## Your goal
Show every line of the data below that includes the word "shadow".

Stored items:
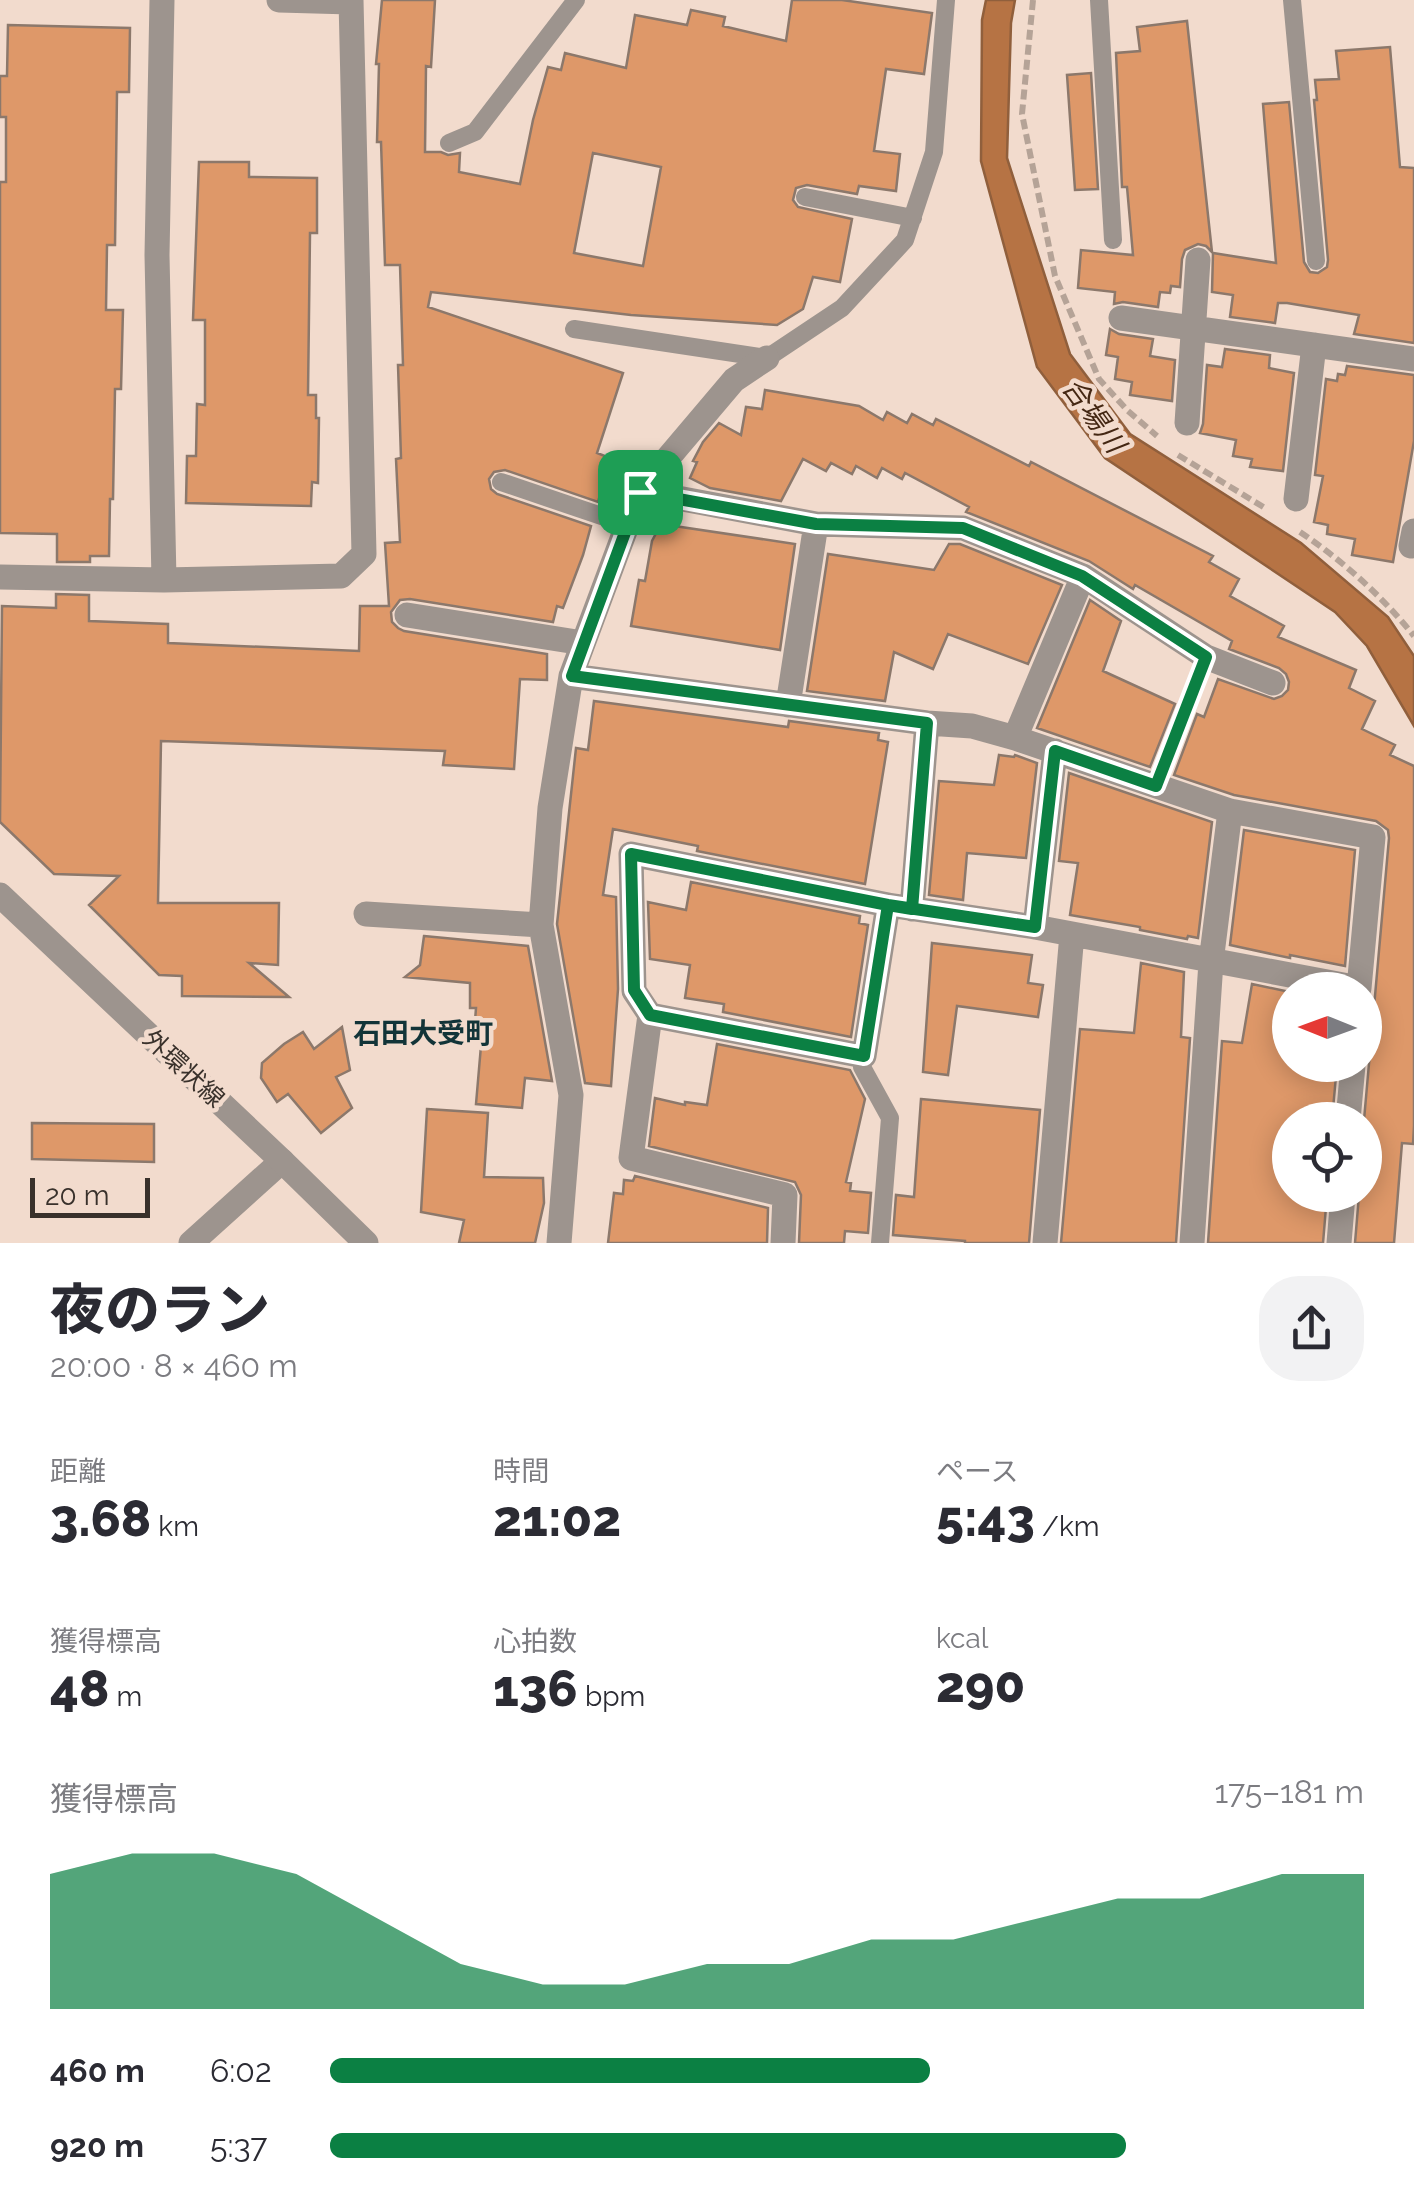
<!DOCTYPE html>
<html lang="ja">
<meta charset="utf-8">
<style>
:root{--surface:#fff;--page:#f2f2f3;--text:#2b2b33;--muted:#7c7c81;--accent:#0b8043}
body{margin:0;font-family:Raleway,"Noto Sans JP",sans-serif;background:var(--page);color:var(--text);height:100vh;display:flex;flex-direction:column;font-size:38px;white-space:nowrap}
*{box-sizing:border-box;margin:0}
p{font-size:32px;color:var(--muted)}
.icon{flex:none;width:55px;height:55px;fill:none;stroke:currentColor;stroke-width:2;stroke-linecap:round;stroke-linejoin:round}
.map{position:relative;height:1243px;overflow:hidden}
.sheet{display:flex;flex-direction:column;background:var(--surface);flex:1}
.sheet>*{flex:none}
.needle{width:65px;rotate:271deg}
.buttons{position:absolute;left:1272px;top:972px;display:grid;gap:20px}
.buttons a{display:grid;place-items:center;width:110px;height:110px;border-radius:50%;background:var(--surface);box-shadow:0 5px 25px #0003;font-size:50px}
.scale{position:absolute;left:30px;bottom:25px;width:120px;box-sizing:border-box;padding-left:10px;border:5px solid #39312b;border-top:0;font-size:28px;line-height:35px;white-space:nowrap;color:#39312b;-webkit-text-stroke:8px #f2dbcd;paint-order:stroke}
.pin{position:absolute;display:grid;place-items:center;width:85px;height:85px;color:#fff;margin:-42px;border-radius:20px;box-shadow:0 5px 15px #0006}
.round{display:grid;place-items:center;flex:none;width:105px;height:105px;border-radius:40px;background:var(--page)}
.overview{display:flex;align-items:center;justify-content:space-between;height:170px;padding:0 50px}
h1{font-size:55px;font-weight:800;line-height:75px}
.figures{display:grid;grid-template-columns:repeat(3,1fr);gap:15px;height:170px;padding:10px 50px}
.figures div{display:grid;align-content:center}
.figures b{font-size:50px;font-weight:800}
.figures small{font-size:28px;font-weight:400}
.figures p{font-size:28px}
.chart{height:280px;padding:20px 50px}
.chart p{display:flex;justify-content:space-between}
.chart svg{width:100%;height:180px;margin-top:10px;fill:var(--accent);opacity:.7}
ul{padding:0 50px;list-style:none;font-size:32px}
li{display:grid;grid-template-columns:160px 120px 1fr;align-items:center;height:75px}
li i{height:25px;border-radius:12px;background:var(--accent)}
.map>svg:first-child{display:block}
.water{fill:#b67344;stroke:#905f3c;stroke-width:2.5}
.building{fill:#de9869;stroke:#8c786b;stroke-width:2.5;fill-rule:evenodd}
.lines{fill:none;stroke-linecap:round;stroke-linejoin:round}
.path{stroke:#b5a397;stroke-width:6;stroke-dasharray:10 5;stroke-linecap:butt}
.service{stroke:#9d948e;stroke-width:18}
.minor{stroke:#9d948e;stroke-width:25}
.tertiary{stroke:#9d948e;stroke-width:25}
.route-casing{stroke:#fff;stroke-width:20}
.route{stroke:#0b8043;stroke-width:12}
.labels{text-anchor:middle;stroke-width:9;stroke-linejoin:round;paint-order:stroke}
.street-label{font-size:25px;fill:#39312b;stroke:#f2dbcd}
.water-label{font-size:28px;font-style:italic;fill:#442713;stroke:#f2dbcd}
.neighbourhood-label{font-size:28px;font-weight:bold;fill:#123438;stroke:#f2dbcd}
</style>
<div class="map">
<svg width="1414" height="1243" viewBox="0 0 1414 1243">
<rect width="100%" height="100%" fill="#f2dbcd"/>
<path class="water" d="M 986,0 L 1015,0 L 1011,23 L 1007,158 L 1070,354 L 1130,434 L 1301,543 L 1388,617 L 1414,656 L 1414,726 L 1367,646 L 1335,612 L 1105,458 L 1037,367 L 981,161 L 982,20 Z"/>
<path class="building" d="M 382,0 L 435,0 L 431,67 L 426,66 L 425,152 L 441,152 L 448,155 L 460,153 L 459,172 L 520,184 L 533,120 L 548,67 L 561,70 L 565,53 L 626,68 L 635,15 L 687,25 L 691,10 L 725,17 L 723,26 L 786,41 L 792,0 L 842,0 L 932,13 L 924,74 L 886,69 L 874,151 L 900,154 L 896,191 L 859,186 L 857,194 L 807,185 L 796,188 L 793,200 L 798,207 L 852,219 L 840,282 L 813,277 L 803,309 L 777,325 L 631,315 L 431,292 L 428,307 L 623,373 L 597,453 L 610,458 L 598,502 L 505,470 L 494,472 L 489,479 L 491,489 L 497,494 L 591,526 L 583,555 L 563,608 L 557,606 L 553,622 L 410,599 L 400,600 L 391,612 L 392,622 L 398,628 L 404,631 L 547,654 L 547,680 L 520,679 L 514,769 L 443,765 L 445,751 L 161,741 L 158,903 L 279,903 L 278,965 L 249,963 L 289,997 L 182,996 L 182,976 L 159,975 L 89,905 L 119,876 L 54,874 L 0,822 L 2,606 L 56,608 L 56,594 L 89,595 L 89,621 L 168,624 L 168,643 L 359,651 L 360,606 L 389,606 L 385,543 L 400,542 L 396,459 L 401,458 L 398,365 L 403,365 L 400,265 L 385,265 L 381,142 L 377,142 L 379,64 L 376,64 ZM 593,153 L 661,167 L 643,266 L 574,253 Z
M 1187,21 L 1212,252 L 1206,246 L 1198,244 L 1185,250 L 1182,259 L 1180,287 L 1171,286 L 1170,293 L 1160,292 L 1158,307 L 1123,302 L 1114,304 L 1115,292 L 1078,288 L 1081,250 L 1133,255 L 1127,187 L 1122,187 L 1116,53 L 1140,51 L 1137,27 Z
M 8,25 L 130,28 L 129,92 L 117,92 L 115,245 L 107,245 L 106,310 L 123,310 L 121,389 L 115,389 L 113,499 L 110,499 L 109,556 L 90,556 L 90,562 L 57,562 L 57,534 L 0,533 L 0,182 L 6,182 L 6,117 L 0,117 L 0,76 L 7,76 Z
M 1390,47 L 1400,167 L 1414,168 L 1414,343 L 1354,334 L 1359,315 L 1287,303 L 1278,303 L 1275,323 L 1230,317 L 1233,295 L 1212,292 L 1213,253 L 1276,263 L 1263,104 L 1289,102 L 1304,262 L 1310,272 L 1318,273 L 1327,267 L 1328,260 L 1314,100 L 1317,100 L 1315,80 L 1339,79 L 1336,51 Z
M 1091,73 L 1098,189 L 1075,190 L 1067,75 Z
M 199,162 L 249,162 L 249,177 L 317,178 L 317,233 L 310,233 L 308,395 L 316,395 L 316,418 L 319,418 L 318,483 L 312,482 L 311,506 L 186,503 L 187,456 L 196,456 L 197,404 L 205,405 L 205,320 L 193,320 Z
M 1110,329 L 1119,334 L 1153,339 L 1150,356 L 1175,360 L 1172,401 L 1130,395 L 1132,382 L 1115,379 L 1118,357 L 1106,355 Z
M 1225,349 L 1270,355 L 1269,368 L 1294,373 L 1283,471 L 1250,467 L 1252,459 L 1233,456 L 1236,440 L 1200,433 L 1203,424 L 1207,365 L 1222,367 Z
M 1347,366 L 1414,375 L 1414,441 L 1393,562 L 1352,555 L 1355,539 L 1327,534 L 1328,525 L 1314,522 L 1323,476 L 1315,475 L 1326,379 L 1337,381 L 1338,374 L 1345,375 Z
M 765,390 L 859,406 L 883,420 L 887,412 L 907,423 L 912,414 L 933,425 L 936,419 L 1029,466 L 1031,462 L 1213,556 L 1209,562 L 1239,579 L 1230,596 L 1284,626 L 1278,637 L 1356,670 L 1349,688 L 1375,701 L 1362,729 L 1395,745 L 1390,755 L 1414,766 L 1414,1126 L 1413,1144 L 1402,1143 L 1394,1243 L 1355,1243 L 1359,1195 L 1365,1195 L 1364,1120 L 1389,838 L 1388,830 L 1376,821 L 1234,795 L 1174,775 L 1197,714 L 1204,717 L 1218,679 L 1274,699 L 1282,696 L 1288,690 L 1289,682 L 1286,674 L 1279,668 L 1229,649 L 1232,641 L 1135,585 L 1133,589 L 1089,561 L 966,512 L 969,507 L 905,473 L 902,479 L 882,468 L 877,478 L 856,466 L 852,474 L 831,463 L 826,471 L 803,459 L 781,501 L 710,488 L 690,478 L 697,462 L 693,461 L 703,442 L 719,423 L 741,435 L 746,407 L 762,409 Z
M 661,524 L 795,544 L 780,650 L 631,626 L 639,580 L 645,581 L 652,541 Z
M 949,544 L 960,544 L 1062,585 L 1028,664 L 948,634 L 933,669 L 894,652 L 885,701 L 807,691 L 828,554 L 934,570 Z
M 1090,600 L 1121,621 L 1103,671 L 1175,704 L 1150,767 L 1037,728 Z
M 594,701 L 788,727 L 789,721 L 879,733 L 878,740 L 888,742 L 865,884 L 697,851 L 698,846 L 613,829 L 603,895 L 616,897 L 618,989 L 611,1086 L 585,1083 L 557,924 L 576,748 L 588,750 Z
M 999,755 L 1014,757 L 1015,755 L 1037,763 L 1026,858 L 967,853 L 963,900 L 929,895 L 939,781 L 994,785 Z
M 1069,773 L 1212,822 L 1198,938 L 1188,936 L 1187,939 L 1140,930 L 1140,927 L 1070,915 L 1078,863 L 1059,861 Z
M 1244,830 L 1355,850 L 1345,966 L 1290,955 L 1290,958 L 1230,945 Z
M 691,882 L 860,916 L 859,923 L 868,925 L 851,1037 L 723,1012 L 724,1004 L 685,998 L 690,965 L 650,959 L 648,902 L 686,910 Z
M 424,936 L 528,946 L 552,1081 L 525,1078 L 522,1108 L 476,1104 L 482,1034 L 474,1034 L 476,1008 L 470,1008 L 470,983 L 405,977 L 420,965 Z
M 932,943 L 1032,955 L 1028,983 L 1043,985 L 1038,1017 L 957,1006 L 948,1075 L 923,1072 Z
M 1141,963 L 1184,972 L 1181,1037 L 1190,1038 L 1176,1243 L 1061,1243 L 1080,1029 L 1134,1033 Z
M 1252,984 L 1290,992 L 1290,1065 L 1337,1065 L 1332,1120 L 1290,1120 L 1290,1195 L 1327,1195 L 1323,1243 L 1208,1243 L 1222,1041 L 1242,1043 Z
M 342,1027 L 350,1070 L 336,1077 L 352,1108 L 321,1133 L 288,1094 L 277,1102 L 261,1078 L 262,1063 L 284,1044 L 303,1032 L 314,1049 Z
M 717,1044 L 850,1070 L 865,1099 L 846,1182 L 851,1183 L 850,1191 L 871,1193 L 868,1233 L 845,1231 L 844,1243 L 799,1243 L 801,1195 L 795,1182 L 649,1146 L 655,1098 L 685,1105 L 685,1102 L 707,1105 Z
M 921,1099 L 1040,1110 L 1029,1243 L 965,1243 L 965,1241 L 893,1235 L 896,1195 L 914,1197 Z
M 427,1109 L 488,1113 L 484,1177 L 543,1178 L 544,1203 L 535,1243 L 459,1243 L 464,1220 L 421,1212 Z
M 32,1123 L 154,1124 L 154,1162 L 32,1159 Z
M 635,1176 L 768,1208 L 767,1243 L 608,1243 L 614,1193 L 623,1194 L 624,1180 L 633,1181 Z"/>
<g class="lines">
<path class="path" d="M 1033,0 L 1022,114 L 1055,276 L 1099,379 L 1127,410 L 1157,436
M 1178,455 L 1265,508
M 1300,532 C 1343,561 1382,596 1414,636"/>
<path class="service" d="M 1099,0 L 1113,240
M 1292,0 L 1316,261
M 449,143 L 475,132 L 576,0
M 805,197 L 913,218
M 574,329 L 767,358 L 842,308 L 905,240 L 934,152 L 946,0
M 501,482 L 628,525
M 1156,787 L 1206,657
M 864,1056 L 862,1067 L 890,1118 L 880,1243"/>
<path class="minor" d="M 162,0 L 157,255 L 164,580
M 279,0 L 351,2
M 1121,318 L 1414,359
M 1187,423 L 1198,260
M 640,491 L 816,524 L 963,528 L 1083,576 L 1206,657 L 1273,683
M 1296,499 L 1314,345
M 1411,546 L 1414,531
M 0,577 L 164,580 L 341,576 L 364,554 L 351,0
M 407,615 L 583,643
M 571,676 L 927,723 L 972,726 L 1015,738 L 1230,811 L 1373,837 L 1359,988
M 788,705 L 816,524
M 1015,738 L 1083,576
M 888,905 L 631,854 L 634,991 L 650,1015 L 864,1056 L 888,905 L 1035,927 L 1359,988 L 1358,990
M 912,909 L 927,723
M 366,914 L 541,925
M 1035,927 L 1055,751
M 650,1015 L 631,1158 L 785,1195 L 783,1243
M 1348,1120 L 1353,1065
M 191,1243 L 282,1161
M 559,1243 L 571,1095 L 541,925 L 550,808 L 571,676 L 640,491 L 734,380 L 767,358
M 1045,1243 L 1072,934
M 1192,1243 L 1211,962 L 1230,811
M 1339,1243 L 1343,1195"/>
<path class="tertiary" d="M 0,895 L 282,1161 L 366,1243"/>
</g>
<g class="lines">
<g class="route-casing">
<path id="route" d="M 640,492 L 572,676 L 927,723 L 912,909 L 888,905 L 864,1056 L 650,1015 L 634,990 L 631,854 L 888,905 L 1035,927 L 1055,751 L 1156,786 L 1206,657 L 1082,576 L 963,528 L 816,524 L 640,492"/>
</g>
<use href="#route" class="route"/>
</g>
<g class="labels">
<g class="street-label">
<text transform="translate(184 1068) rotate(43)" y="9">外環状線</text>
</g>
<g class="water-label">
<text transform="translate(1094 415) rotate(54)" y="10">合場川</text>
</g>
<g class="neighbourhood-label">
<text x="423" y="1043">石田大受町</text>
</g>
</g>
</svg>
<div class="buttons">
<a><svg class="needle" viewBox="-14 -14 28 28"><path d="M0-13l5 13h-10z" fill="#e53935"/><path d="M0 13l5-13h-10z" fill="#7c7c81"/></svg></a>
<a><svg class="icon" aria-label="locate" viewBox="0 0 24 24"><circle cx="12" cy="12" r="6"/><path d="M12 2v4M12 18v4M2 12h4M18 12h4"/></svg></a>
</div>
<div class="scale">20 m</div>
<div class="pin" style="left:640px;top:492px;background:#1e9e55"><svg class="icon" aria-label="arrive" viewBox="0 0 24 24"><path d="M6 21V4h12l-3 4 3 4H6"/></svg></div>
</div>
<section class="sheet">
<div class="overview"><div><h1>夜のラン</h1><p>20:00 · 8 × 460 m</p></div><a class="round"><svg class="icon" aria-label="share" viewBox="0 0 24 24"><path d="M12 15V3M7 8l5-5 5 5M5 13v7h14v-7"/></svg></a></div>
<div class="figures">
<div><p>距離</p><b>3.68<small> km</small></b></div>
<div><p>時間</p><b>21:02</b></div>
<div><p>ペース</p><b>5:43<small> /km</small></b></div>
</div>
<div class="figures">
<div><p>獲得標高</p><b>48<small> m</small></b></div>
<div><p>心拍数</p><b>136<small> bpm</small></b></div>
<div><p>kcal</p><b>290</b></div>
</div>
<div class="chart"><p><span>獲得標高</span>175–181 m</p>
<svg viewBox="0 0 160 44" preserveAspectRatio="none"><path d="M0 44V11L10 6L20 6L30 11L40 22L50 33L60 38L70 38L80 33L90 33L100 27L110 27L120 22L130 17L140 17L150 11L160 11V44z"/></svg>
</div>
<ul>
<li><b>460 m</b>6:02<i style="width:58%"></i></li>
<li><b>920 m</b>5:37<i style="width:77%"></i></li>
</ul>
</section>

## Completed task
.buttons a{display:grid;place-items:center;width:110px;height:110px;border-radius:50%;background:var(--surface);box-shadow:0 5px 25px #0003;font-size:50px}
.pin{position:absolute;display:grid;place-items:center;width:85px;height:85px;color:#fff;margin:-42px;border-radius:20px;box-shadow:0 5px 15px #0006}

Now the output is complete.